Dernier livre de Pierre BéguinL’histoire vraie d’un Suisse qui voulait servir le IIIe Reich
L’auteur de «La scandaleuse Madame B.» évoque une autre destinée hors du commun dans «Au nom du feu».

L’écrivain genevois Pierre Béguin aime les destinées hors du commun. Surtout celles qui ont un ancrage genevois ou tout au moins suisse romand. Après «Condamné au bénéfice du doute» (2016), un ouvrage qui explorait l’affaire Jaccoud, et «La scandaleuse Madame B.» (2020), consacré à la vie rocambolesque de Josette Bauer, voici «Au nom du feu». On y découvre l’existence d’un certain Alfred Luginbühl, citoyen suisse au passé tumultueux. Il choisit en mars 1942 de quitter son pays à pied pour rejoindre l’occupant allemand outre-Jura et lui proposer de servir sous la bannière du IIIe Reich. La motivation avouée d’Alfred réside dans l’inaction imposée aux mobilisés suisses, dont il fait partie, et à son désir de lutter sur le terrain contre le communisme.

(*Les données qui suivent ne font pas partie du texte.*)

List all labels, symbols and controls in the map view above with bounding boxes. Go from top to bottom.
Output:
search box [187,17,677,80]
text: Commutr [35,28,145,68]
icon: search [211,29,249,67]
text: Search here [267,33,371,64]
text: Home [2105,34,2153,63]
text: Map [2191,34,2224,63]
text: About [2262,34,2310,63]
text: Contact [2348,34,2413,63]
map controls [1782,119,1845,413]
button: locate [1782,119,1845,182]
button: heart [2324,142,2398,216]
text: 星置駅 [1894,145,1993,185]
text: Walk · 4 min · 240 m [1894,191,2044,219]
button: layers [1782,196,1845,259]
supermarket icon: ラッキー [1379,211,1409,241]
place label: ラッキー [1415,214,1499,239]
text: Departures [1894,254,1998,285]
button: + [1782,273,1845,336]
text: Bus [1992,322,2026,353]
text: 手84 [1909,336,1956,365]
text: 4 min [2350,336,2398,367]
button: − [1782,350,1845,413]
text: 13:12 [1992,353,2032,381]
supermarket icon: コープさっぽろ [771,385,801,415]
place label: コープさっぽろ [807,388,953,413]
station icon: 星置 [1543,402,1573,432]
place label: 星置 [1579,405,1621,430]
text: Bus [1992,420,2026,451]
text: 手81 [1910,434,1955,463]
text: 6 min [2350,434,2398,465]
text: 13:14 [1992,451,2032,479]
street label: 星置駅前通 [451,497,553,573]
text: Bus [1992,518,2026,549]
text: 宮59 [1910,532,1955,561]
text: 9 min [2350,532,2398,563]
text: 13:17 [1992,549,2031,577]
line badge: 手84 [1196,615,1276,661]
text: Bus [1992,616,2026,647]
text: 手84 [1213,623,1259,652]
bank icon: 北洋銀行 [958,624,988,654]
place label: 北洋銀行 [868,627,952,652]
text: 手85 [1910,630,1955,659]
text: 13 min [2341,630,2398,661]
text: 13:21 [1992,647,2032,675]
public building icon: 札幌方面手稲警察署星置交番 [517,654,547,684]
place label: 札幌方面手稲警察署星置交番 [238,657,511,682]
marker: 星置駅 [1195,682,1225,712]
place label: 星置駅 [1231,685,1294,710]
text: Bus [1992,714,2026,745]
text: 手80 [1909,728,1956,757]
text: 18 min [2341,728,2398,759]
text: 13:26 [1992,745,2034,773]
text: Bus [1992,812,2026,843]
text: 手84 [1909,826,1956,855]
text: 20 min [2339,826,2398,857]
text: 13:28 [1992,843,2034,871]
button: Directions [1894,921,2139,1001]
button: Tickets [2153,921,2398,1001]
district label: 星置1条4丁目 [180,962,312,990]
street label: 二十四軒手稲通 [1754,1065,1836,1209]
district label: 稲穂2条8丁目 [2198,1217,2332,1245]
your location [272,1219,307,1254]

Pierre Béguin s’est intéressé aux autres raisons d’Alfred Luginbühl. Celles que le déserteur n’avait sans doute par analysées lui-même, car elles sont étroitement liées à sa personnalité façonnée par un terrible parcours de vie. L’auteur n’a pas cherché à disculper son personnage en lui cherchant des excuses. Il s’est simplement passionné pour les origines de la décision insolite de ce garçon de rejoindre les Allemands.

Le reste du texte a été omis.